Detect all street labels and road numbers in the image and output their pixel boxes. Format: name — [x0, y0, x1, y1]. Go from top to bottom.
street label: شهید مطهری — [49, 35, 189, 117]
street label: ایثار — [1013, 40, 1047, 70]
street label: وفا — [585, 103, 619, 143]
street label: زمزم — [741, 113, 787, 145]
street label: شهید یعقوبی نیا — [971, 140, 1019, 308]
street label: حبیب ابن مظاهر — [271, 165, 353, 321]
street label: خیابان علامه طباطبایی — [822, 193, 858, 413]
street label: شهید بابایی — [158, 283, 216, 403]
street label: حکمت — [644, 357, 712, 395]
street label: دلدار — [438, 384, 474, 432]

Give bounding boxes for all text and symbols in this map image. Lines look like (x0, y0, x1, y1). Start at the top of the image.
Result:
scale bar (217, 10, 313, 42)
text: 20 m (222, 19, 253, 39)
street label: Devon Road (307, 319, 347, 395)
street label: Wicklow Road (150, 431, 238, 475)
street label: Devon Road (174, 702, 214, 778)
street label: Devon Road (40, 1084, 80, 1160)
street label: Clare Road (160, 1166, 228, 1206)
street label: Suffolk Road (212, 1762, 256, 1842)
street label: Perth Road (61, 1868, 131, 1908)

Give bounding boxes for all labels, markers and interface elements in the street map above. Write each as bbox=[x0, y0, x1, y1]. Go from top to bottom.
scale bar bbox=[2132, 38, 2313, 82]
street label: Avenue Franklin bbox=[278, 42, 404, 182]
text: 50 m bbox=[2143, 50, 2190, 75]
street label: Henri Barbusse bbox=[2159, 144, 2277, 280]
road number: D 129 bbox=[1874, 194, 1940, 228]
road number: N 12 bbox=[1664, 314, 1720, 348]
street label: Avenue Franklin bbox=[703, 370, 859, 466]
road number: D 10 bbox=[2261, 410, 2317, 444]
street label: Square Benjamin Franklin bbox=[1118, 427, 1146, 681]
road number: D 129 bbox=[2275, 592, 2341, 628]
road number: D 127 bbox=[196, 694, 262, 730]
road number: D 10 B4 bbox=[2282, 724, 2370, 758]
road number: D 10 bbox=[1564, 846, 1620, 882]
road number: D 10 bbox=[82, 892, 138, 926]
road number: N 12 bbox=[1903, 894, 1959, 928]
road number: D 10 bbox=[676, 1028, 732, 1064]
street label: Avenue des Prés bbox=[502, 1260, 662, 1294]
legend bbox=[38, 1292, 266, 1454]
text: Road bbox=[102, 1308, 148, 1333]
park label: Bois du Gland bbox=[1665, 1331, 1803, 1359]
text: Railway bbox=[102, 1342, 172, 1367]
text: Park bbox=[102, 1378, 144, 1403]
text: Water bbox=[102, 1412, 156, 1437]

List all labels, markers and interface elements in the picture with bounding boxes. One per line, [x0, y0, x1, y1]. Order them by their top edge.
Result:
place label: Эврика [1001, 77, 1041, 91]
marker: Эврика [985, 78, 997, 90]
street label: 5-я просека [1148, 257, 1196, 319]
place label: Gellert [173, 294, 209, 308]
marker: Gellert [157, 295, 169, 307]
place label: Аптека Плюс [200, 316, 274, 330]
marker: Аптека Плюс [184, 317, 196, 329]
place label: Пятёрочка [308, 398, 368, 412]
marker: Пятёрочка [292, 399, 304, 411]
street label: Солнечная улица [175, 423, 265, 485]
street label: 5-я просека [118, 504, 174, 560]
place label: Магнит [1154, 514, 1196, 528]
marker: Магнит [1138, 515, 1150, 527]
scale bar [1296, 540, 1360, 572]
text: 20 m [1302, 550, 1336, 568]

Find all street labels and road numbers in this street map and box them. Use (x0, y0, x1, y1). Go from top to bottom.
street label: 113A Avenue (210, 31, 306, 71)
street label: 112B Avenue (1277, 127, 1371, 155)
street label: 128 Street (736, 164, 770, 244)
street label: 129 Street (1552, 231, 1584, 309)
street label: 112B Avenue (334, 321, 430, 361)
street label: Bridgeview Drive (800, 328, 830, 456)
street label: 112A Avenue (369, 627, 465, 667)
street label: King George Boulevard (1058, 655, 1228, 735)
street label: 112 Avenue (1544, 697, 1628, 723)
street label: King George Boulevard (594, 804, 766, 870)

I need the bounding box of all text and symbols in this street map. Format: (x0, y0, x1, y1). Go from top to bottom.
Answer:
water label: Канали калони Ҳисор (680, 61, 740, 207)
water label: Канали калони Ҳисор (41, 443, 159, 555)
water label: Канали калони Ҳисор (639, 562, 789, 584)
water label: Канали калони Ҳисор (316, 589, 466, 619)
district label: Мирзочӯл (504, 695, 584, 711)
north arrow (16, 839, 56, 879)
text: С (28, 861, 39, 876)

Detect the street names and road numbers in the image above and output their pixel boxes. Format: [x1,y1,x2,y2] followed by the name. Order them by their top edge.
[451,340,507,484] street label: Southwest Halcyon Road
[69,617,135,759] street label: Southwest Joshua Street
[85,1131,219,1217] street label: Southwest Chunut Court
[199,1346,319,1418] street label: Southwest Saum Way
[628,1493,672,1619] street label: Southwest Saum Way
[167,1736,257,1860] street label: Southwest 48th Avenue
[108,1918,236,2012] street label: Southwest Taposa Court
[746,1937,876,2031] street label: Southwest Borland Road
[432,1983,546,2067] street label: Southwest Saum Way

▸ Task goal: What is needed here is an exact transcription of the records above.

▸ Written solution:
Detect all street labels and road numbers in the image and output their pixel boxes. Format: name — [x0, y0, x1, y1]. Go from top to bottom.
street label: شهید مطهری — [49, 35, 189, 117]
street label: ایثار — [1013, 40, 1047, 70]
street label: وفا — [585, 103, 619, 143]
street label: زمزم — [741, 113, 787, 145]
street label: شهید یعقوبی نیا — [971, 140, 1019, 308]
street label: حبیب ابن مظاهر — [271, 165, 353, 321]
street label: خیابان علامه طباطبایی — [822, 193, 858, 413]
street label: شهید بابایی — [158, 283, 216, 403]
street label: حکمت — [644, 357, 712, 395]
street label: دلدار — [438, 384, 474, 432]

Give bounding boxes for all text and symbols in this map image. Lines look like (x0, y0, x1, y1). Start at the top of the image.
Result:
scale bar (217, 10, 313, 42)
text: 20 m (222, 19, 253, 39)
street label: Devon Road (307, 319, 347, 395)
street label: Wicklow Road (150, 431, 238, 475)
street label: Devon Road (174, 702, 214, 778)
street label: Devon Road (40, 1084, 80, 1160)
street label: Clare Road (160, 1166, 228, 1206)
street label: Suffolk Road (212, 1762, 256, 1842)
street label: Perth Road (61, 1868, 131, 1908)

Give bounding boxes for all labels, markers and interface elements in the street map above. Write each as bbox=[x0, y0, x1, y1]. Go from top to bottom.
scale bar bbox=[2132, 38, 2313, 82]
street label: Avenue Franklin bbox=[278, 42, 404, 182]
text: 50 m bbox=[2143, 50, 2190, 75]
street label: Henri Barbusse bbox=[2159, 144, 2277, 280]
road number: D 129 bbox=[1874, 194, 1940, 228]
road number: N 12 bbox=[1664, 314, 1720, 348]
street label: Avenue Franklin bbox=[703, 370, 859, 466]
road number: D 10 bbox=[2261, 410, 2317, 444]
street label: Square Benjamin Franklin bbox=[1118, 427, 1146, 681]
road number: D 129 bbox=[2275, 592, 2341, 628]
road number: D 127 bbox=[196, 694, 262, 730]
road number: D 10 B4 bbox=[2282, 724, 2370, 758]
road number: D 10 bbox=[1564, 846, 1620, 882]
road number: D 10 bbox=[82, 892, 138, 926]
road number: N 12 bbox=[1903, 894, 1959, 928]
road number: D 10 bbox=[676, 1028, 732, 1064]
street label: Avenue des Prés bbox=[502, 1260, 662, 1294]
legend bbox=[38, 1292, 266, 1454]
text: Road bbox=[102, 1308, 148, 1333]
park label: Bois du Gland bbox=[1665, 1331, 1803, 1359]
text: Railway bbox=[102, 1342, 172, 1367]
text: Park bbox=[102, 1378, 144, 1403]
text: Water bbox=[102, 1412, 156, 1437]

List all labels, markers and interface elements in the picture with bounding boxes. One per line, [x0, y0, x1, y1]. Order them by their top edge.
Result:
place label: Эврика [1001, 77, 1041, 91]
marker: Эврика [985, 78, 997, 90]
street label: 5-я просека [1148, 257, 1196, 319]
place label: Gellert [173, 294, 209, 308]
marker: Gellert [157, 295, 169, 307]
place label: Аптека Плюс [200, 316, 274, 330]
marker: Аптека Плюс [184, 317, 196, 329]
place label: Пятёрочка [308, 398, 368, 412]
marker: Пятёрочка [292, 399, 304, 411]
street label: Солнечная улица [175, 423, 265, 485]
street label: 5-я просека [118, 504, 174, 560]
place label: Магнит [1154, 514, 1196, 528]
marker: Магнит [1138, 515, 1150, 527]
scale bar [1296, 540, 1360, 572]
text: 20 m [1302, 550, 1336, 568]

Find all street labels and road numbers in this street map and box them. Use (x0, y0, x1, y1). Go from top to bottom.
street label: 113A Avenue (210, 31, 306, 71)
street label: 112B Avenue (1277, 127, 1371, 155)
street label: 128 Street (736, 164, 770, 244)
street label: 129 Street (1552, 231, 1584, 309)
street label: 112B Avenue (334, 321, 430, 361)
street label: Bridgeview Drive (800, 328, 830, 456)
street label: 112A Avenue (369, 627, 465, 667)
street label: King George Boulevard (1058, 655, 1228, 735)
street label: 112 Avenue (1544, 697, 1628, 723)
street label: King George Boulevard (594, 804, 766, 870)

I need the bounding box of all text and symbols in this street map. Format: (x0, y0, x1, y1). Go from top to bottom.
Answer:
water label: Канали калони Ҳисор (680, 61, 740, 207)
water label: Канали калони Ҳисор (41, 443, 159, 555)
water label: Канали калони Ҳисор (639, 562, 789, 584)
water label: Канали калони Ҳисор (316, 589, 466, 619)
district label: Мирзочӯл (504, 695, 584, 711)
north arrow (16, 839, 56, 879)
text: С (28, 861, 39, 876)

Detect the street names and road numbers in the image above and output their pixel boxes. Format: [x1,y1,x2,y2] followed by the name. Order them by their top edge.
[451,340,507,484] street label: Southwest Halcyon Road
[69,617,135,759] street label: Southwest Joshua Street
[85,1131,219,1217] street label: Southwest Chunut Court
[199,1346,319,1418] street label: Southwest Saum Way
[628,1493,672,1619] street label: Southwest Saum Way
[167,1736,257,1860] street label: Southwest 48th Avenue
[108,1918,236,2012] street label: Southwest Taposa Court
[746,1937,876,2031] street label: Southwest Borland Road
[432,1983,546,2067] street label: Southwest Saum Way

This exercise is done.